Corriere del Veneto (Treviso e Belluno)
Non versò i contributi, ora potrebbe pagarli lo Stato
VICENZA Gli ex dipendenti dell’azienda di Bruno Penzo possono stare tranquilli: qualcuno verserà i 676mila euro di contributi Inps e Inail che mancano all’appello. Su chi graverà questa spesa, però, resta da vedere, come non è escluso che, alla fine, a dover aprire i cordoni della borsa dovrà essere lo Stato.

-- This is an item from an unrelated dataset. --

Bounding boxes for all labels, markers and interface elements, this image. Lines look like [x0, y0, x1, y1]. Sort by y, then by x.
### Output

La vicenda è nota. Un imprenditore di Chioggia, Bruno Penzo, a causa della crisi si è trovato a un bivio: pagare dipendenti e fornitori oppure versare i contributi previdenziali. Ha scelto di far sopravvivere l’azienda con il risultato che Inps e Inail si sono ben presto fatte sentire, pretendendo i versamenti dovuti tra il 2002 e il 2008. E, visto che il saldo non arrivava, alla fine i due istituti hanno incaricato Equitalia di riscuotere il dovuto: 676.487,57 euro. Penzo, assistito dall’avvocato Francesco Carraro e dall’associazione per la tutela del consumatore «Aua», si è quindi rivolto al tribunale di Venezia lamentando una serie di presunte irregolarità. Al giudice è però bastato analizzare la prima contestazione per decidere: le cartelle vanno annullate, in quanto Equitalia avrebbe agito senza un valido titolo esecutivo.

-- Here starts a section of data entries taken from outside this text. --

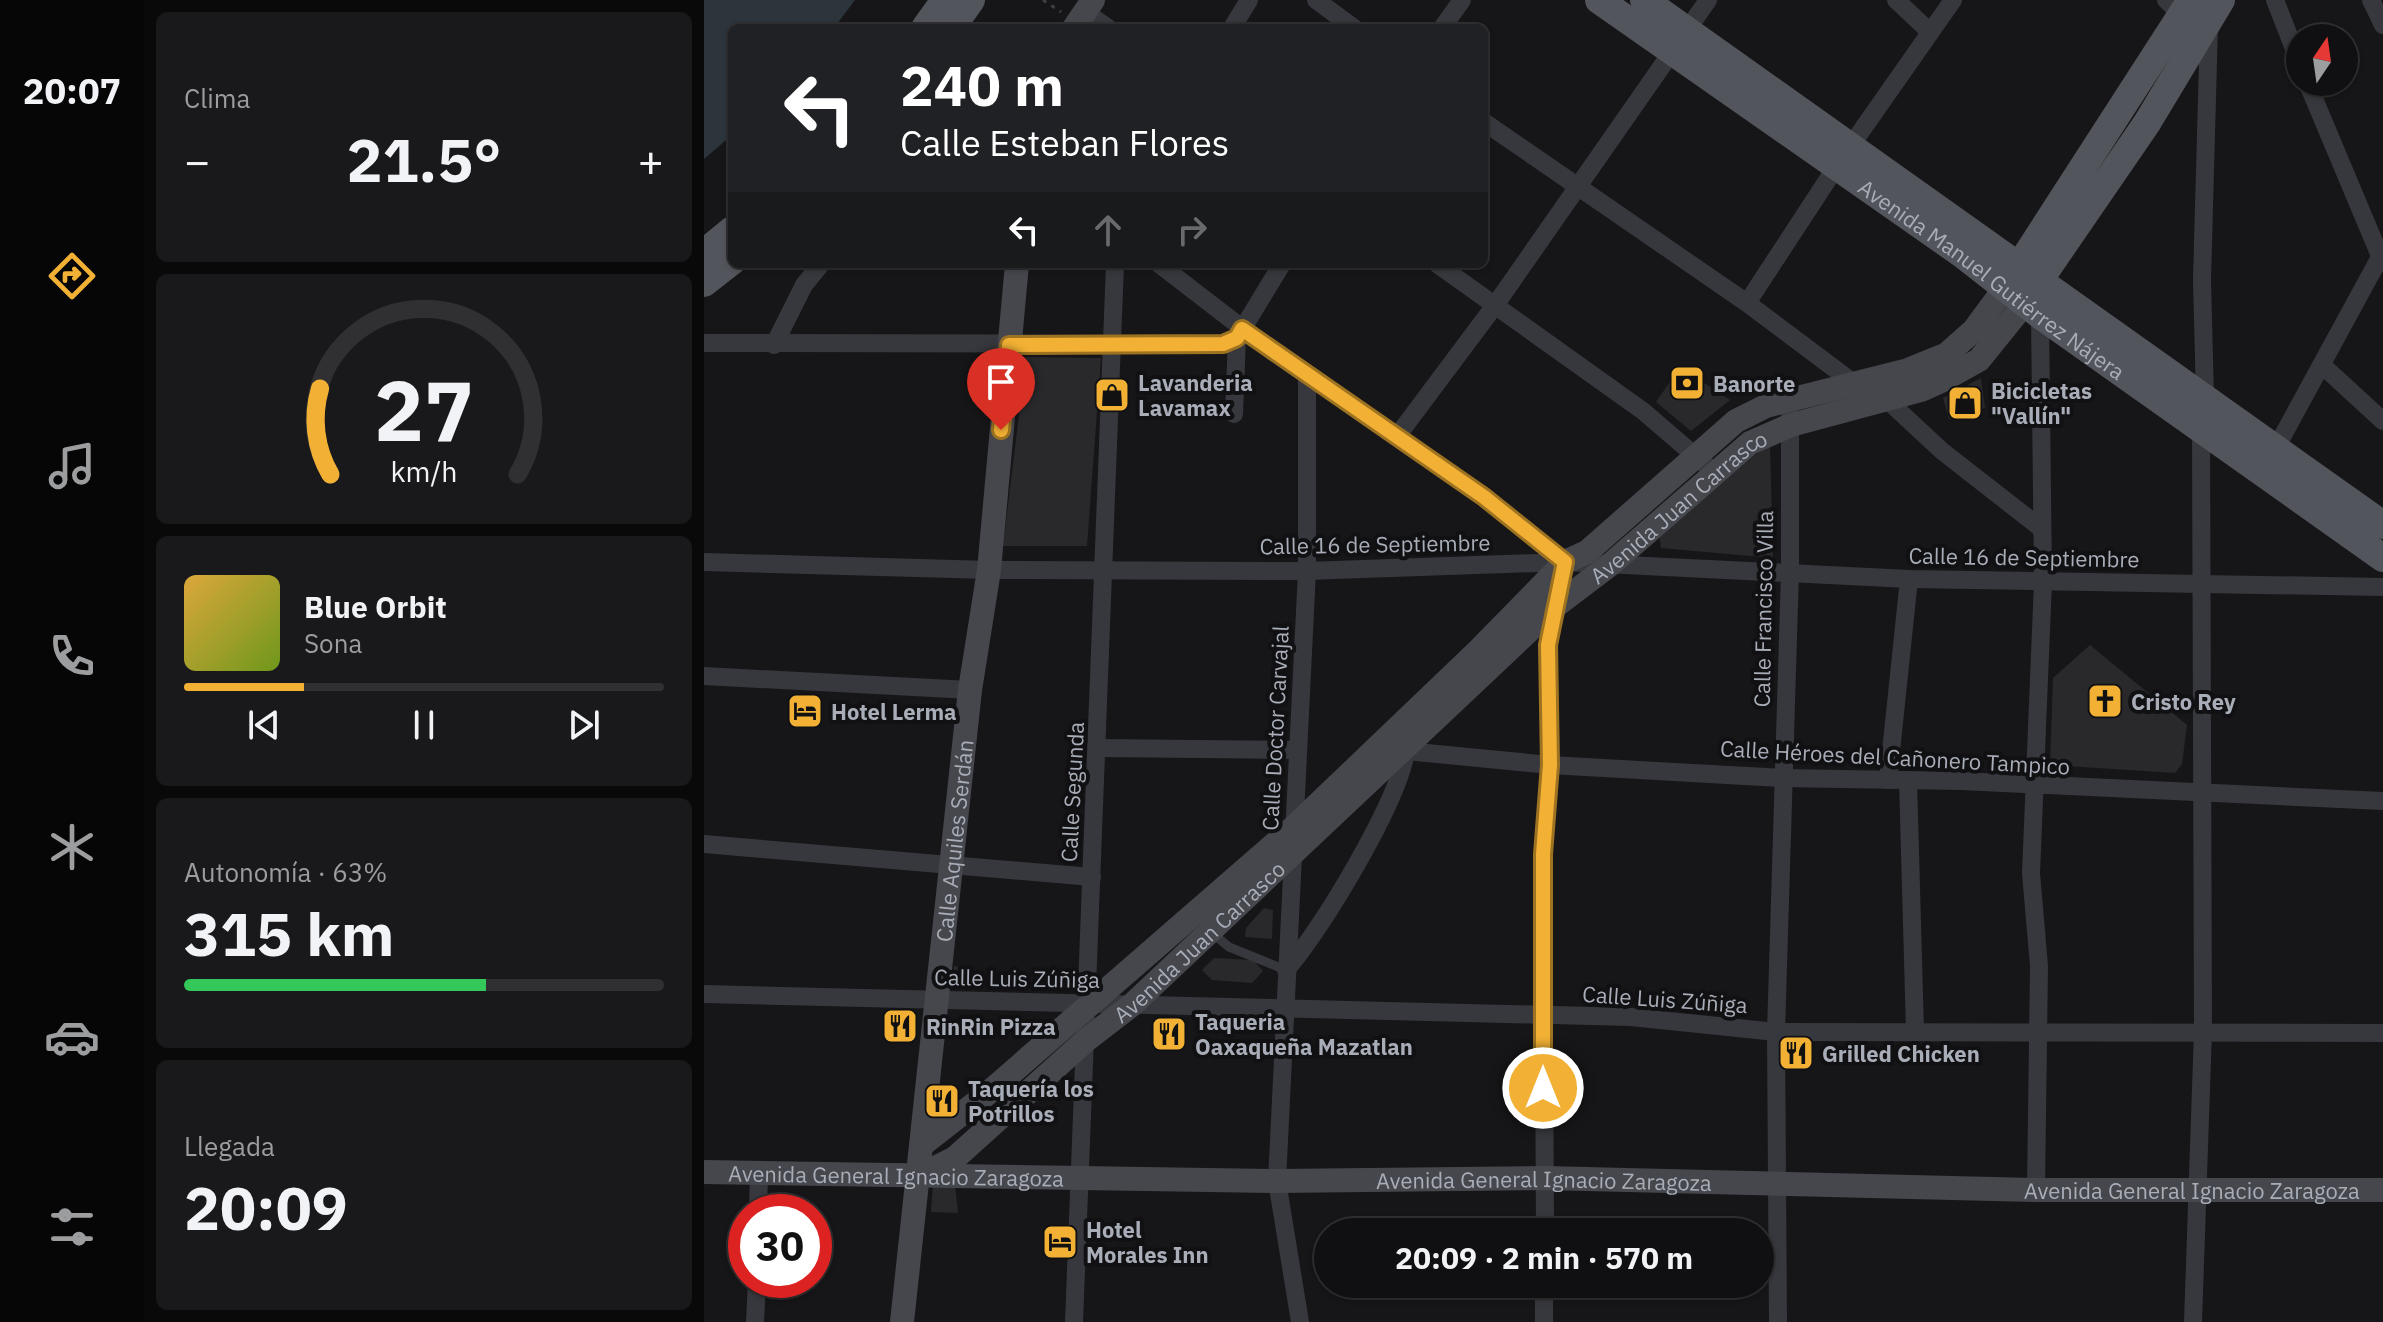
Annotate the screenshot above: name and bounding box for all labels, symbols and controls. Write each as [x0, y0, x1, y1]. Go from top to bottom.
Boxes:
north arrow [2286, 24, 2358, 96]
map controls [2286, 24, 2358, 96]
text: 240 m [900, 49, 1064, 121]
icon: left [768, 56, 872, 160]
text: 20:07 [23, 67, 121, 114]
text: Clima [184, 81, 250, 115]
text: Calle Esteban Flores [900, 119, 1229, 166]
text: 21.5° [347, 120, 501, 199]
text: − [184, 132, 210, 189]
text: + [638, 132, 664, 189]
street label: Avenida Manuel Gutiérrez Nájera [1853, 172, 2131, 386]
icon: left [1002, 208, 1046, 252]
icon: ahead [1086, 208, 1130, 252]
icon: right [1170, 208, 1214, 252]
icon: directions [44, 248, 100, 304]
pin [967, 348, 1035, 430]
text: 27 [374, 356, 474, 464]
icon: arrive [979, 360, 1023, 404]
bank icon: Banorte [1668, 364, 1706, 402]
place label: Lavanderia Lavamax [1138, 368, 1253, 422]
place label: Banorte [1713, 369, 1795, 398]
shop icon: Lavanderia Lavamax [1093, 376, 1131, 414]
place label: Bicicletas "Vallín" [1991, 376, 2092, 430]
shop icon: Bicicletas "Vallín" [1946, 384, 1984, 422]
street label: Avenida Juan Carrasco [1584, 423, 1771, 590]
icon: music [44, 438, 100, 494]
text: km/h [390, 453, 458, 490]
street label: Calle Francisco Villa [1747, 510, 1779, 708]
street label: Calle 16 de Septiembre [1259, 527, 1491, 561]
street label: Calle 16 de Septiembre [1908, 540, 2140, 574]
text: Blue Orbit [304, 587, 447, 626]
street label: Calle Doctor Carvajal [1255, 625, 1295, 831]
text: Sona [304, 626, 362, 660]
icon: phone [44, 628, 100, 684]
church icon: Cristo Rey [2086, 682, 2124, 720]
place label: Cristo Rey [2131, 687, 2236, 716]
hotel icon: Hotel Lerma [786, 692, 824, 730]
place label: Hotel Lerma [831, 697, 957, 726]
icon: previous [242, 703, 286, 747]
icon: pause [402, 703, 446, 747]
icon: next [562, 703, 606, 747]
street label: Calle Segunda [1054, 721, 1090, 863]
street label: Calle Héroes del Cañonero Tampico [1719, 733, 2071, 781]
street label: Calle Aquiles Serdán [928, 738, 979, 943]
icon: climate [44, 819, 100, 875]
street label: Avenida Juan Carrasco [1107, 854, 1291, 1029]
text: Autonomía · 63% [184, 855, 387, 889]
text: 315 km [184, 894, 394, 973]
street label: Calle Luis Zúñiga [934, 962, 1100, 994]
street label: Calle Luis Zúñiga [1581, 979, 1749, 1019]
restaurant icon: RinRin Pizza [881, 1007, 919, 1045]
place label: Taqueria Oaxaqueña Mazatlan [1195, 1007, 1413, 1061]
icon: car [44, 1009, 100, 1065]
place label: RinRin Pizza [926, 1012, 1056, 1041]
restaurant icon: Taqueria Oaxaqueña Mazatlan [1150, 1015, 1188, 1053]
restaurant icon: Grilled Chicken [1777, 1034, 1815, 1072]
place label: Grilled Chicken [1822, 1039, 1980, 1068]
position arrow [1501, 1046, 1585, 1130]
place label: Taquería los Potrillos [968, 1074, 1094, 1128]
restaurant icon: Taquería los Potrillos [923, 1082, 961, 1120]
text: Llegada [184, 1129, 275, 1163]
street label: Avenida General Ignacio Zaragoza [728, 1158, 1064, 1192]
street label: Avenida General Ignacio Zaragoza [1376, 1163, 1712, 1197]
text: 20:09 [184, 1168, 348, 1247]
street label: Avenida General Ignacio Zaragoza [2024, 1175, 2360, 1205]
speed limit sign: 30 [728, 1194, 832, 1298]
icon: filters [44, 1199, 100, 1255]
place label: Hotel Morales Inn [1086, 1215, 1209, 1269]
hotel icon: Hotel Morales Inn [1041, 1223, 1079, 1261]
text: 20:09 · 2 min · 570 m [1395, 1238, 1693, 1277]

L’associazione canta vittoria, sostenendo che la sentenza potrebbe provocare, a cascata, l’annullamento di migliaia di altre cartelle. Ma in realtà il caso potrebbe essere più raro di quanto si pensi. Nella sua citazione, l’avvocato Carraro chiedeva che venisse presentato «il ruolo», cioè il documento che Inps e Inail devono compilare ogni qual volta si proceda alla riscossione di un credito. Non è altro che un foglio con su scritte le generalità del debitore, il suo codice fiscale e la somma dovuta. In calce, la firma del dirigente. Tra i documenti presentati in tribunale, però, nessuna delle parti ha pensato di inserire il ruolo, con il risultato che il giudice ha agito come se questo non fosse mai stato preparato, né dagli uffici dell’Inps né da quelli dell’Inail. Da qui la sentenza che ha «graziato» l’imprenditore.
La mancanza può avere due spiegazioni. La prima è che quel documento effettivamente non esista, magari perché qualcuno l’ha smarrito o perché i dirigenti incaricati, per inettitudine, non l’hanno mai stampato. La seconda ipotesi, la più banale, è che semplicemente nessuno abbia ritenuto necessario consegnarne una copia al giudice.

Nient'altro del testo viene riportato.